§ **PROBLEM DETAILS**:
Output the line containing "Quick job: Build" and all subsequent lines of the listing below, copied exactly, with no other lines.

§ **RECORD SET**:
——

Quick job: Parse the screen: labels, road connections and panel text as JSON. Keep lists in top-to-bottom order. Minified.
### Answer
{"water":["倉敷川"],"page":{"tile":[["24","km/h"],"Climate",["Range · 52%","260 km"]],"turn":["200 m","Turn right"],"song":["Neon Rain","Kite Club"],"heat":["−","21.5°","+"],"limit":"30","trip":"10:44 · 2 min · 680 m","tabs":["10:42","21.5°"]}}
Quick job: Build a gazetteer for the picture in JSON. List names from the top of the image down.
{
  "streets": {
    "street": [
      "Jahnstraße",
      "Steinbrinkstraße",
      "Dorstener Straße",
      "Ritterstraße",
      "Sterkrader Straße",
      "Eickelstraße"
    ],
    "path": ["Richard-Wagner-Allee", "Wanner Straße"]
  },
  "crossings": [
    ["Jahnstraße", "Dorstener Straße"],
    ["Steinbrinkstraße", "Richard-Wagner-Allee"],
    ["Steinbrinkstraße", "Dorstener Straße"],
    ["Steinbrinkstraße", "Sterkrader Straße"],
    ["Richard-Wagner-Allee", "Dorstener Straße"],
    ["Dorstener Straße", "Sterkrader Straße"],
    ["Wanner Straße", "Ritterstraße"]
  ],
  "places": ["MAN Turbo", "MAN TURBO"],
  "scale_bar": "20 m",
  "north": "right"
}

——

§ **TASK OUTPUT**:
Quick job: Build a gazetteer for the picture in JSON. List names from the top of the image down.
{
  "streets": {
    "street": [
      "Jahnstraße",
      "Steinbrinkstraße",
      "Dorstener Straße",
      "Ritterstraße",
      "Sterkrader Straße",
      "Eickelstraße"
    ],
    "path": ["Richard-Wagner-Allee", "Wanner Straße"]
  },
  "crossings": [
    ["Jahnstraße", "Dorstener Straße"],
    ["Steinbrinkstraße", "Richard-Wagner-Allee"],
    ["Steinbrinkstraße", "Dorstener Straße"],
    ["Steinbrinkstraße", "Sterkrader Straße"],
    ["Richard-Wagner-Allee", "Dorstener Straße"],
    ["Dorstener Straße", "Sterkrader Straße"],
    ["Wanner Straße", "Ritterstraße"]
  ],
  "places": ["MAN Turbo", "MAN TURBO"],
  "scale_bar": "20 m",
  "north": "right"
}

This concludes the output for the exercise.